Segment Open

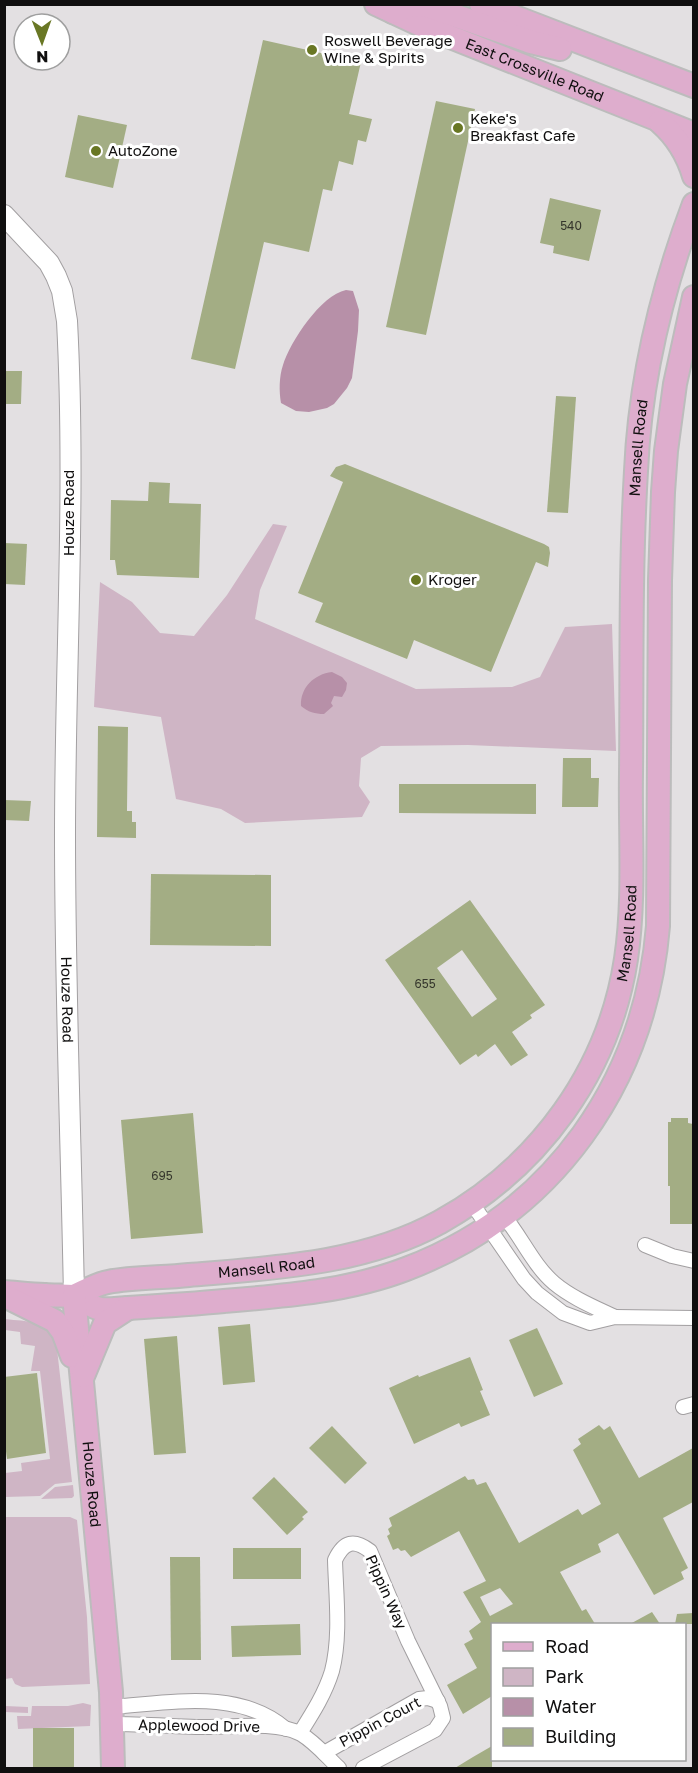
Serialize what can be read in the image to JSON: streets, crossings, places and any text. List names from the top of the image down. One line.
{"streets":{"main road":["East Crossville Road","Mansell Road","Houze Road"],"street":["Pippin Way","Pippin Court","Applewood Drive"]},"crossings":[["Mansell Road","Houze Road"],["Houze Road","Applewood Drive"],["Pippin Way","Pippin Court"],["Pippin Way","Applewood Drive"],["Pippin Court","Applewood Drive"]],"places":["Roswell Beverage Wine & Spirits","Keke's Breakfast Cafe","AutoZone","Kroger"],"house_numbers":["540","655","695"],"legend":["Road","Park","Water","Building"],"north":"bottom"}
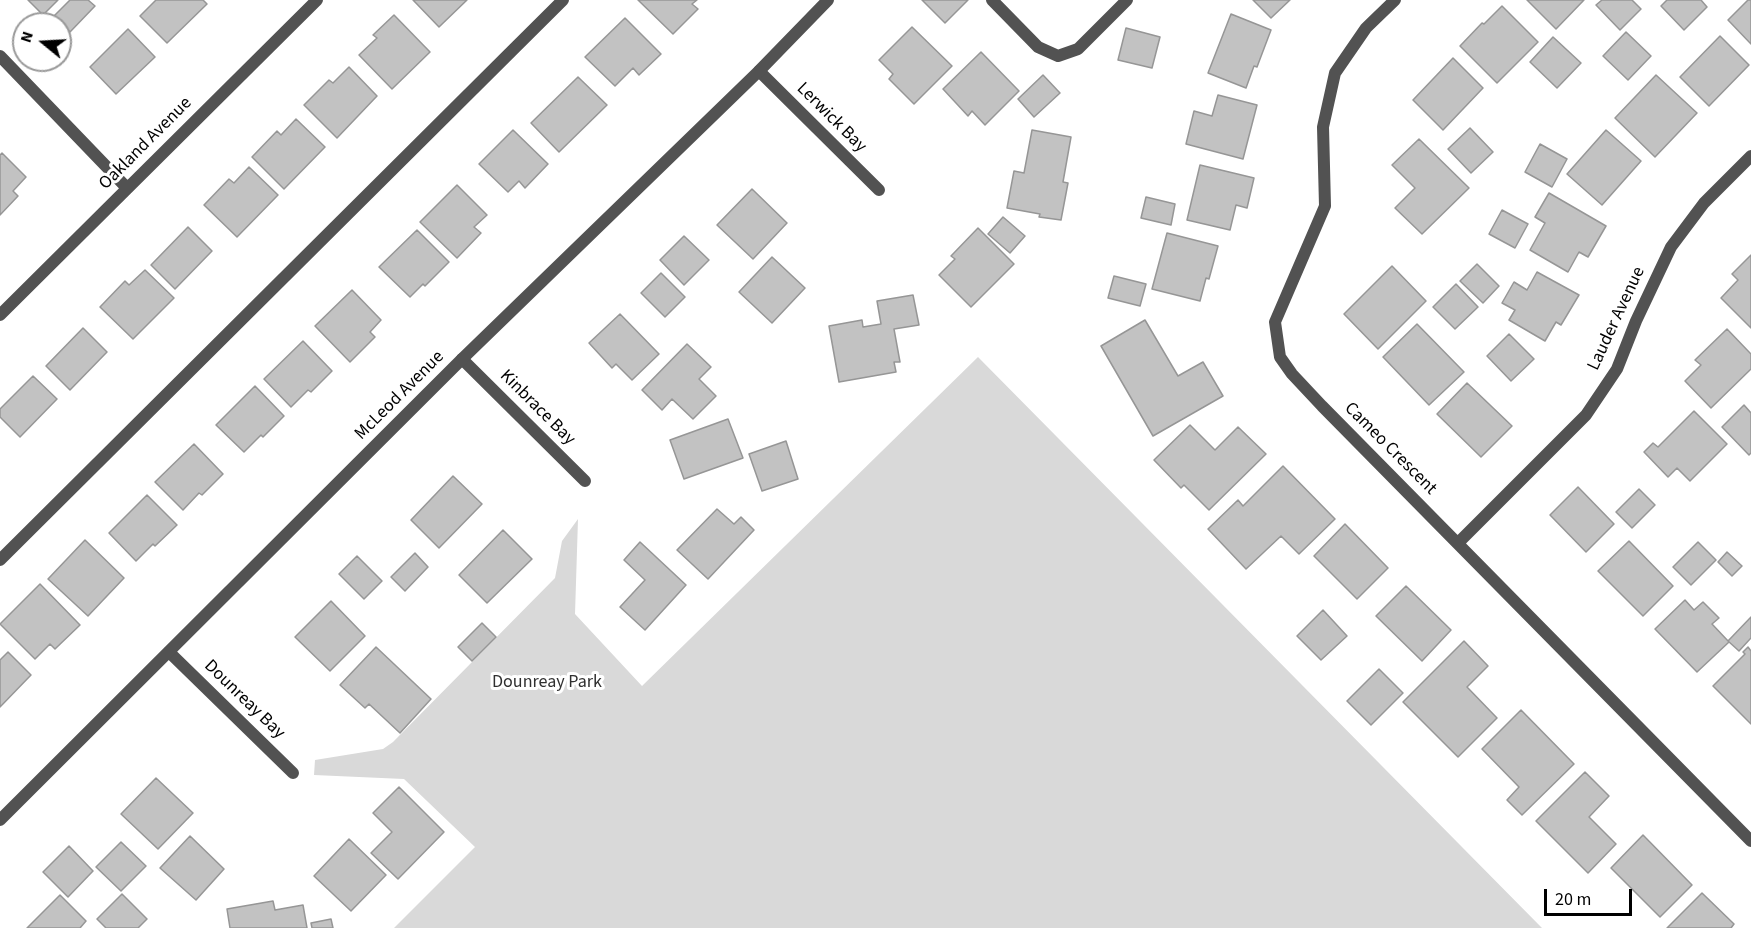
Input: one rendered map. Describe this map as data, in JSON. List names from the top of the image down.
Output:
{
  "streets": {
    "street": [
      "Lerwick Bay",
      "Oakland Avenue",
      "Lauder Avenue",
      "McLeod Avenue",
      "Kinbrace Bay",
      "Cameo Crescent",
      "Dounreay Bay"
    ]
  },
  "crossings": [
    ["Lerwick Bay", "McLeod Avenue"],
    ["Lauder Avenue", "Cameo Crescent"],
    ["McLeod Avenue", "Kinbrace Bay"],
    ["McLeod Avenue", "Dounreay Bay"]
  ],
  "parks": ["Dounreay Park"],
  "scale_bar": "20 m",
  "north": "left"
}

Segment Closed

_WHAT THE TASK ASKS_
Keeping every word as it is, write out all the data and omit the pictures.

_FINISHED TASK_
Serialize what can be read in the image to JSON: streets, crossings, places and any text. List names from the top of the image down. One line.
{"streets":{"main road":["East Crossville Road","Mansell Road","Houze Road"],"street":["Pippin Way","Pippin Court","Applewood Drive"]},"crossings":[["Mansell Road","Houze Road"],["Houze Road","Applewood Drive"],["Pippin Way","Pippin Court"],["Pippin Way","Applewood Drive"],["Pippin Court","Applewood Drive"]],"places":["Roswell Beverage Wine & Spirits","Keke's Breakfast Cafe","AutoZone","Kroger"],"house_numbers":["540","655","695"],"legend":["Road","Park","Water","Building"],"north":"bottom"}
Input: one rendered map. Describe this map as data, in JSON. List names from the top of the image down.
Output:
{
  "streets": {
    "street": [
      "Lerwick Bay",
      "Oakland Avenue",
      "Lauder Avenue",
      "McLeod Avenue",
      "Kinbrace Bay",
      "Cameo Crescent",
      "Dounreay Bay"
    ]
  },
  "crossings": [
    ["Lerwick Bay", "McLeod Avenue"],
    ["Lauder Avenue", "Cameo Crescent"],
    ["McLeod Avenue", "Kinbrace Bay"],
    ["McLeod Avenue", "Dounreay Bay"]
  ],
  "parks": ["Dounreay Park"],
  "scale_bar": "20 m",
  "north": "left"
}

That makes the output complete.